Jérusalem sera désormais considérée comme la capitale d’Israël par les Etats-Unis, qui y transféreront leur ambassade. Cette décision a été prise en dépit des nombreuses mises en garde de diplomates craignant une flambée de violence au Moyen-Orient.
Donald Trump a officialisé ce mercredi 6 décembre depuis la Maison blanche la reconnaissance de Jérusalem comme capitale israélienne par les Etats-Unis – une décision annoncée depuis plusieurs jours. «J’ai déterminé qu’il était temps de reconnaître officiellement Jérusalem comme capitale d’Israël» a déclaré le président américain, ajoutant : «De nombreux présidents ont dit qu’ils voulaient faire quelque chose [dans ce sens] et ils ne l’ont pas fait.» Il a revendiqué une une «nouvelle approche» sur le conflit israélo-palestinien, tout en assurant qu’il ferait son possible pour qu’un accord de paix soit trouvé.

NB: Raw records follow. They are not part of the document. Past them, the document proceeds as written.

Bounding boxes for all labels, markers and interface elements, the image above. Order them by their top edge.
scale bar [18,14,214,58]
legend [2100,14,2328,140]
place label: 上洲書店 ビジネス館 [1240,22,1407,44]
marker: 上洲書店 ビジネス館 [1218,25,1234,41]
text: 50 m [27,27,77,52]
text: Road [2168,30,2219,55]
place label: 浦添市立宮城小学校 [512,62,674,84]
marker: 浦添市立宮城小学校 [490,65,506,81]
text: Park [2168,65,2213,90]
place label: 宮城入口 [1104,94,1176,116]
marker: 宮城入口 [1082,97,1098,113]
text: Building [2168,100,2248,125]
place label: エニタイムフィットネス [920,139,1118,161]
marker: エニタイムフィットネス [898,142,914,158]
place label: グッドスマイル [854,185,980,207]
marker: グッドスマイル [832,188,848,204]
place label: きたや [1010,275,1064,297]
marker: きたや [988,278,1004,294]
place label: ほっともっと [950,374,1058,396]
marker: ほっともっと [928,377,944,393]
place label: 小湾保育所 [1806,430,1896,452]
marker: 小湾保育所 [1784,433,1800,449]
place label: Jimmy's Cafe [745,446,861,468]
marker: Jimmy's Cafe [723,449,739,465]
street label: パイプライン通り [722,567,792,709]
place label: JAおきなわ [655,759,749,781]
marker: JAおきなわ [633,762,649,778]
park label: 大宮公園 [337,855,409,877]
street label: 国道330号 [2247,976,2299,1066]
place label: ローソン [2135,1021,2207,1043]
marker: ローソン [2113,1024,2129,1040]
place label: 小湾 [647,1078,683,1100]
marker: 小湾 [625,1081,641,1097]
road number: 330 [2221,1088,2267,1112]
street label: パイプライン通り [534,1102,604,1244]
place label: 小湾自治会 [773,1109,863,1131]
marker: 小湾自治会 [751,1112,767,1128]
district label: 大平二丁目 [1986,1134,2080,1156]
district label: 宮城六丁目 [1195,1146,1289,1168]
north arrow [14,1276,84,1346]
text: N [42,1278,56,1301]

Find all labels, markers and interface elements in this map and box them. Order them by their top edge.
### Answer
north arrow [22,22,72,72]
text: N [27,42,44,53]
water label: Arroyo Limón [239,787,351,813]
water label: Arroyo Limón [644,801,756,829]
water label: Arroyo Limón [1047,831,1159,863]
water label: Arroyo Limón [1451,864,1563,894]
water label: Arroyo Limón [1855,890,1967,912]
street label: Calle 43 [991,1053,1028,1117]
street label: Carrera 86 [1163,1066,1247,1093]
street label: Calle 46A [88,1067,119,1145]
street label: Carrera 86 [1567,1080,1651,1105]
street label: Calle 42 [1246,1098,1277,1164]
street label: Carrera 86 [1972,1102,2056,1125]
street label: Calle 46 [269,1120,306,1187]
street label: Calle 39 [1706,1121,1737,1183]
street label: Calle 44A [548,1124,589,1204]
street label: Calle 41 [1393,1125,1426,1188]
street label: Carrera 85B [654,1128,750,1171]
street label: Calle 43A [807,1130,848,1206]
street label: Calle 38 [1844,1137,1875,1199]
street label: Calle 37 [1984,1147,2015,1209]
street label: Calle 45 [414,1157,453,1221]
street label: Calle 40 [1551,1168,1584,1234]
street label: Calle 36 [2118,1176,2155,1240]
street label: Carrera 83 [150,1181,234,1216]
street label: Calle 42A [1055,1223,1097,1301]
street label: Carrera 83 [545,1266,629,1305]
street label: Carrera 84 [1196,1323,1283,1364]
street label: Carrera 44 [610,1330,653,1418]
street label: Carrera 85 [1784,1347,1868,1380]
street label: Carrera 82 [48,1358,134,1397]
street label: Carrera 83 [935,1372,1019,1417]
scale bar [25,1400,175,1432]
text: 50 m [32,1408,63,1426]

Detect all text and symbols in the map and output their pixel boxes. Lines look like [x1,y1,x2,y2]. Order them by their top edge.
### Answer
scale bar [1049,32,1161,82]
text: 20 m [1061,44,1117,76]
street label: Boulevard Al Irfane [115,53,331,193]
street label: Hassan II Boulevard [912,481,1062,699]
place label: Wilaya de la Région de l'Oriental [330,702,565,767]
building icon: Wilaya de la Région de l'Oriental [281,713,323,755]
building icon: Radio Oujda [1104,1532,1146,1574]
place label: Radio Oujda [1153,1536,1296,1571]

A rebours de plusieurs décennies de prudence de la diplomatie américaine sur ce sujet hautement délicat, Donald Trump estime qu’il s’agit d’une «reconnaissance d’une réalité historique».
Le locataire de la Maison Blanche a par ailleurs ordonné les préparatifs pour le transfert de l’ambassade des Etats-Unis de Tel-Aviv de Jérusalem. Il n’a cependant pas fixé de calendrier pour ce déménagement qui devrait prendre «des années». Il faudra en effet aux Etats-Unis trouver un site, financer et construire une nouvelle ambassade.
Le Premier ministre israélien Benjamin Netanyahou s’est félicité d’un «événement historique».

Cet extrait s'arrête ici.